Edgehill was a favourite meet in that country, partly because foxes were very abundant in the great wood adjacent, partly because the whole country around is grass-land, and partly, no doubt, from the sporting propensities of the neighbouring population. As regards my own taste, I do not know that I do like beginning a day with a great wood,—and if not beginning it, certainly not ending it. It is hard to come upon the cream of hunting, as it is upon the cream of any other delight. Who can always drink Lafitte of the finest, can always talk to a woman who is both beautiful and witty, or can always find the right spirit in the poetry he reads? A man has usually to work through much mud before he gets his nugget. It is so certainly in hunting, and a big wood too frequently afflicts the sportsman, as the mud does the miner. The small gorse cover is the happy, much-envied bit of ground in which the gold is sure to show itself readily. But without the woods the gorse would not hold the foxes, and without the mud the gold would not have found its resting-place.

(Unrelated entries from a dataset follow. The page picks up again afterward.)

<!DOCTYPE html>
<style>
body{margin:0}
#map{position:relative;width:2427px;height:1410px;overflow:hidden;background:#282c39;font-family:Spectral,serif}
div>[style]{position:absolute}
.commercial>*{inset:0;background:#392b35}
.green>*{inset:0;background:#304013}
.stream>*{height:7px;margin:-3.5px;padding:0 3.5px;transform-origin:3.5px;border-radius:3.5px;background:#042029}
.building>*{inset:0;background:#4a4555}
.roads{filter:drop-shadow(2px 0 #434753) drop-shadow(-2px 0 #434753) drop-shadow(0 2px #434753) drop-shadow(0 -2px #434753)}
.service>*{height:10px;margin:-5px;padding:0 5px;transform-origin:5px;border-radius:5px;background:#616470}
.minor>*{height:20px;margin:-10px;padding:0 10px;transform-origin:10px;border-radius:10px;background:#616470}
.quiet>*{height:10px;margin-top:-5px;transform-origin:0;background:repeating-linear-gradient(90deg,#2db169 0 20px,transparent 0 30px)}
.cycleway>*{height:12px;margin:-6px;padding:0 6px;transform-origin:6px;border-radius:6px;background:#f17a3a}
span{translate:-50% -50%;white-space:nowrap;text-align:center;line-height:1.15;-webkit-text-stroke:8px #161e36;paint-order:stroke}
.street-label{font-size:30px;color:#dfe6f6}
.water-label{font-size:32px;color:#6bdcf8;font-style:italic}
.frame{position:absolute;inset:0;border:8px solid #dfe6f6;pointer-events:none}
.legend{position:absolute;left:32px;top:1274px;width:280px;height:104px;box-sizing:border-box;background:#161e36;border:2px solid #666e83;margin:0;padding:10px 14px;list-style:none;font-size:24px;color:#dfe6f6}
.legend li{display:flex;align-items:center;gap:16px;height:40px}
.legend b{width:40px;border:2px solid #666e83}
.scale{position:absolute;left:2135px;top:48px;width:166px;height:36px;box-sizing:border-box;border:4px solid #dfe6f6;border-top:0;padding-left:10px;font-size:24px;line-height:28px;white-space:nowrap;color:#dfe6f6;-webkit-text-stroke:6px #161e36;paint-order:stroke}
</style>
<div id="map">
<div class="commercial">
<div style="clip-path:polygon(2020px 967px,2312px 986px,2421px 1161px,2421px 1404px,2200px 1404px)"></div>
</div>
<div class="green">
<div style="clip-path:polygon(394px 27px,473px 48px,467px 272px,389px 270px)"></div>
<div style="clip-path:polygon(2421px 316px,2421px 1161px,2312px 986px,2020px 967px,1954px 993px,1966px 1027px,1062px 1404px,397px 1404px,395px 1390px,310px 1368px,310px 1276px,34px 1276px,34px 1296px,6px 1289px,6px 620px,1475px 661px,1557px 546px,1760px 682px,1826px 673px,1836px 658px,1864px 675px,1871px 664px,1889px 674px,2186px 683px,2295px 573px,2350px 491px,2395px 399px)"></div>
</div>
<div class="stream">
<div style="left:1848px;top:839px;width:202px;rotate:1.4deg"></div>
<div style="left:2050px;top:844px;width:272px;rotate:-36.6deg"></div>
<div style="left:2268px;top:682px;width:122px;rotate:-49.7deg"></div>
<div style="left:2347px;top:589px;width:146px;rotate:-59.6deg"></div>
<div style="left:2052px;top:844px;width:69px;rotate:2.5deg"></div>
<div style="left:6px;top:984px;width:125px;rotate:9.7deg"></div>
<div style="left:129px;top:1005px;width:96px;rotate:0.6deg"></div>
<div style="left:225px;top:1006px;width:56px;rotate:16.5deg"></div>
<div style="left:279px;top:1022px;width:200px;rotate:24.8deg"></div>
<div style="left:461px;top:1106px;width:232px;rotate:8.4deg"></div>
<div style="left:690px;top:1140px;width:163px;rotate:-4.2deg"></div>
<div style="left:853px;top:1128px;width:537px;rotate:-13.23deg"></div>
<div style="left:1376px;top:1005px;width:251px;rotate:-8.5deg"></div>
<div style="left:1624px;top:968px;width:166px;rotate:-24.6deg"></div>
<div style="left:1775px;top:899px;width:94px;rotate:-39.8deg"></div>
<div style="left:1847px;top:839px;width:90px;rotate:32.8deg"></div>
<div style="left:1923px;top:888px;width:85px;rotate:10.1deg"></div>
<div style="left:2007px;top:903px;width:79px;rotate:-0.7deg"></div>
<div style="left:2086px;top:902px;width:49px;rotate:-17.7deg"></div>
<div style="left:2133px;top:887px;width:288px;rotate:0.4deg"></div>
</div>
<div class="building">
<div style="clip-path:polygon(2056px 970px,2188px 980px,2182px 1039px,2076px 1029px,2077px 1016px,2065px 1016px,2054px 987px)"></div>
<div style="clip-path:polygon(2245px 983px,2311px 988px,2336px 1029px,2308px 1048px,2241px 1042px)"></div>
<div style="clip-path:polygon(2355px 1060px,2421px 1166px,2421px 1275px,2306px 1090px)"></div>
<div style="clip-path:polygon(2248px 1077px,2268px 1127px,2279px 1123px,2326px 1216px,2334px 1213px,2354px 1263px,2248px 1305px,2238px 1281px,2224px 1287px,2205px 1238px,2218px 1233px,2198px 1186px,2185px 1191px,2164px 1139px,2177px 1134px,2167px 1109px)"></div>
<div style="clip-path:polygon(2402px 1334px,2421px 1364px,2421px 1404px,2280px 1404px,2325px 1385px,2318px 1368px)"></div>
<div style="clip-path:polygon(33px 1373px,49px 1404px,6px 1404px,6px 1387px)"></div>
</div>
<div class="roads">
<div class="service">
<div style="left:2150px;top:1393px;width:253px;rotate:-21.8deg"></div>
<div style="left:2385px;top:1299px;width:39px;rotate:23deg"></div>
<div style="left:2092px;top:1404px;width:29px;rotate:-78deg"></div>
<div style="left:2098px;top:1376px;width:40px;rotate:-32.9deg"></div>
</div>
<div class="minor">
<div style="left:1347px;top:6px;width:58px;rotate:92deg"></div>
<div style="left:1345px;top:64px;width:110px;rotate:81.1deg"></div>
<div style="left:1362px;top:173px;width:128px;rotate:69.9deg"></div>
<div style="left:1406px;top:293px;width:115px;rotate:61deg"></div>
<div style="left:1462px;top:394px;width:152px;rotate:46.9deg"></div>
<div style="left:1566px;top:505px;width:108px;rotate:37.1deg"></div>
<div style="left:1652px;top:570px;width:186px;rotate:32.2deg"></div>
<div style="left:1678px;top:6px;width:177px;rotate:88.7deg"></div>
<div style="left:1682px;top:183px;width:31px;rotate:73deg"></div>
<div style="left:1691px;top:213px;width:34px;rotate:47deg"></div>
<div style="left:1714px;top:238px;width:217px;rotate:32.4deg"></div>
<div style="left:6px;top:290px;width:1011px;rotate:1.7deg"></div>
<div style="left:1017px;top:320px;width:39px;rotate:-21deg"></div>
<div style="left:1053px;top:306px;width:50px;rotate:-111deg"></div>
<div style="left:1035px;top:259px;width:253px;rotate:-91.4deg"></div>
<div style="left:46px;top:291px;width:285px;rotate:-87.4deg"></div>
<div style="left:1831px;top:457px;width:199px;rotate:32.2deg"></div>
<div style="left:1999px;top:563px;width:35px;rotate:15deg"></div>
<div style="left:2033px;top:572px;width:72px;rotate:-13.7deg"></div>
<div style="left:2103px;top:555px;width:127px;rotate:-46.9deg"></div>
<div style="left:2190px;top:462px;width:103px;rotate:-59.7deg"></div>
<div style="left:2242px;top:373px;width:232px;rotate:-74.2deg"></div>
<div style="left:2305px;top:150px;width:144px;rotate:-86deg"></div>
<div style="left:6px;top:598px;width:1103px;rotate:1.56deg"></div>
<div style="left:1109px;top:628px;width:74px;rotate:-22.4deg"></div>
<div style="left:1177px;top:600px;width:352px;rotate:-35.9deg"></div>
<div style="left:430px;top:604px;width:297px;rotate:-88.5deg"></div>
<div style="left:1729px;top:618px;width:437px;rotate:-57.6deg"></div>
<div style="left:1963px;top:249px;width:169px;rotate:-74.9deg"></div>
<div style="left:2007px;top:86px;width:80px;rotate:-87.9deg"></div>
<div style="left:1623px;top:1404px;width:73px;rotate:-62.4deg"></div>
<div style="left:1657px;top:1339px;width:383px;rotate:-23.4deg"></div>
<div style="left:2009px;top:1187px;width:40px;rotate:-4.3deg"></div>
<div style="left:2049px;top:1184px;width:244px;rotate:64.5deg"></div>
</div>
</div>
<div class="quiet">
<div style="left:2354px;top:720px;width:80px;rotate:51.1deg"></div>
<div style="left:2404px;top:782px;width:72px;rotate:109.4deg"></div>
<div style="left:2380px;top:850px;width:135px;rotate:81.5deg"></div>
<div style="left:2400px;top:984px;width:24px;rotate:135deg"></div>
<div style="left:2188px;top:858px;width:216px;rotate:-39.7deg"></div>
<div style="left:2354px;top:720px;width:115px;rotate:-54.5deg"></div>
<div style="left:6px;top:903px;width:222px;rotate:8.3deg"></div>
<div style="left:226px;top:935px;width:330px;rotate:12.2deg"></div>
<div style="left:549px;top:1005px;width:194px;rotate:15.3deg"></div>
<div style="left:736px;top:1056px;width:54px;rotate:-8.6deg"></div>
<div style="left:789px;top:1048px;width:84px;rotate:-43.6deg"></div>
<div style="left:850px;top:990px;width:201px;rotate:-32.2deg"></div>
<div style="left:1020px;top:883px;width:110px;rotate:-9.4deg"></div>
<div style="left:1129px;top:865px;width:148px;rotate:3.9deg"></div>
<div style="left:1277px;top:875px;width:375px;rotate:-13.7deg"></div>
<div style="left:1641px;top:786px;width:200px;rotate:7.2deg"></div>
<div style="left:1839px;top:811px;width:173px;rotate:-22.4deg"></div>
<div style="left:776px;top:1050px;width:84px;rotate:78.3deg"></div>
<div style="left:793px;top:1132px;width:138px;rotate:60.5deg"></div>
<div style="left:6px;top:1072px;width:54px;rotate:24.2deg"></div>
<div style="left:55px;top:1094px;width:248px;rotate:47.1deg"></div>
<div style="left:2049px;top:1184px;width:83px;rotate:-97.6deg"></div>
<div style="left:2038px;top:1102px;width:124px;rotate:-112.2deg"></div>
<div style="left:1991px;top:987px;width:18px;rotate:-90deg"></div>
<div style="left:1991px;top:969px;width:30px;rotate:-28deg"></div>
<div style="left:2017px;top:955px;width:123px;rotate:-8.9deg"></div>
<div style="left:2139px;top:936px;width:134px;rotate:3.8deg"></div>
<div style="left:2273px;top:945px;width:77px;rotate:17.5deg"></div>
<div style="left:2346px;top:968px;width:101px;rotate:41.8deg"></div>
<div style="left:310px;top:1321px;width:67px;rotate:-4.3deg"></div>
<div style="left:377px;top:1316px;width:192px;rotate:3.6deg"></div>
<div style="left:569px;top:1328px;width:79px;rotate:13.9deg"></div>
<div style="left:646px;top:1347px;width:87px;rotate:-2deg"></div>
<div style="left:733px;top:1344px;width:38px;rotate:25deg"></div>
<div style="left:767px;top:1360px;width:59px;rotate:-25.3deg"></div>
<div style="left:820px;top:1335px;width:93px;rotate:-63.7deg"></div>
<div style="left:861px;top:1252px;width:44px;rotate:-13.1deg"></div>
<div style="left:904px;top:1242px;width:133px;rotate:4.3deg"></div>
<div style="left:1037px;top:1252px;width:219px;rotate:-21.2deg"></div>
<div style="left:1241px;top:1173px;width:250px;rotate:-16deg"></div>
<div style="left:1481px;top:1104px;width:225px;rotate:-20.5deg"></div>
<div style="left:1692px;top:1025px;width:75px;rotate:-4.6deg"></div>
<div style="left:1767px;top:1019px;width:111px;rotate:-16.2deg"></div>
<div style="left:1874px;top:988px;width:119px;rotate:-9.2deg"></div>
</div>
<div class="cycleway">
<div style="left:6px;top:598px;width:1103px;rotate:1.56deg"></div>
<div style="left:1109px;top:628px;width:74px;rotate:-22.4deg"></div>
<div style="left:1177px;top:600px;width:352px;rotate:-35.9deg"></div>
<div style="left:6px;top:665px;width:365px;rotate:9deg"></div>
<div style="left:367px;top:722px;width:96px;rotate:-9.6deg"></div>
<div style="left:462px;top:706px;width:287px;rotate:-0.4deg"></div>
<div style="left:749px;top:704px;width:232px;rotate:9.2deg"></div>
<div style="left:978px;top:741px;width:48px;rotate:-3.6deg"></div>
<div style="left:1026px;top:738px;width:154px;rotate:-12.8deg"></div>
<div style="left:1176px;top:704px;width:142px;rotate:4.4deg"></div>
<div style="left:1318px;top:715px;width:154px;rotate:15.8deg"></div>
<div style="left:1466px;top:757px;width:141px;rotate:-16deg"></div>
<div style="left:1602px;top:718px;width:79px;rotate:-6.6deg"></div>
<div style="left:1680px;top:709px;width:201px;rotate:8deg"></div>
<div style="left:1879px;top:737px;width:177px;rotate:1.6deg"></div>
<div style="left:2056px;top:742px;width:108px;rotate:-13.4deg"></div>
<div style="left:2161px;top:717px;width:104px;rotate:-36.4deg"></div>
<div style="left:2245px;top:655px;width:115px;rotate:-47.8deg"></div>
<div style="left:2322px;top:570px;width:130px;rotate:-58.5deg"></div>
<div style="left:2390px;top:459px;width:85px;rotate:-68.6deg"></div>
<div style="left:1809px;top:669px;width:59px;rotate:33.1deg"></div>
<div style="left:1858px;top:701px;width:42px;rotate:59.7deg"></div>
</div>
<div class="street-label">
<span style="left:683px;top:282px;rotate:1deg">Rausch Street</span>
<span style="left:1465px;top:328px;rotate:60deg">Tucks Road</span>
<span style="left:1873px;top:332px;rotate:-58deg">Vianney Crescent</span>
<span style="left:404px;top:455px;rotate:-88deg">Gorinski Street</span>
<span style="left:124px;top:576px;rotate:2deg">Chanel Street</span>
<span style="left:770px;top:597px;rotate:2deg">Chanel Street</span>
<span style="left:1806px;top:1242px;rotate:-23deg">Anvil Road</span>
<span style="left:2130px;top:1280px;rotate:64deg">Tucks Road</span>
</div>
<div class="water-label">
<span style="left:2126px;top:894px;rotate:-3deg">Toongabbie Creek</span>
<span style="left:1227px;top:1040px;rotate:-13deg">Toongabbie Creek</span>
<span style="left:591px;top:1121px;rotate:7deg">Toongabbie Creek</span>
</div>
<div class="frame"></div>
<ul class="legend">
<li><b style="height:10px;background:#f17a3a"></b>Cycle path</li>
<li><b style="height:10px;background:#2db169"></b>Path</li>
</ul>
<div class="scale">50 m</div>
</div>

But, as I have said, Edgehill was a popular meet, and, as regarded the meet itself, was eminently picturesque. On the present occasion the little field was full of horsemen, moving about slowly, chatting together, smoking cigars, getting off from their hacks and mounting their hunters, giving orders to their servants, and preparing for the day. There were old country gentlemen there, greeting each other from far sides of the county; sporting farmers who love to find themselves alongside their landlords, and to feel that the pleasures of the country are common to both; men down from town, like our friends of the Roebury club, who made hunting their chosen pleasure, and who formed, in number, perhaps the largest portion of the field; officers from garrisons round about; a cloud of servants, and a few nondescript stragglers who had picked up horses, hither and thither, round the country. Outside the gate on the road were drawn up a variety of vehicles, open carriages, dog-carts, gigs, and waggonettes, in some few of which were seated ladies who had come over to see the meet. But Edgehill was, essentially, not a ladies' meet. The distances to it were long, and the rides in Cranby Wood—the big wood—were not adapted for wheels. There were one or two ladies on horseback, as is always the case; but Edgehill was not a place popular, even with hunting ladies. One carriage, that of the old master of the hounds, had entered the sacred precincts of the field, and from this the old baronet was just descending, as Maxwell, Calder Jones, and Vavasor rode into the field.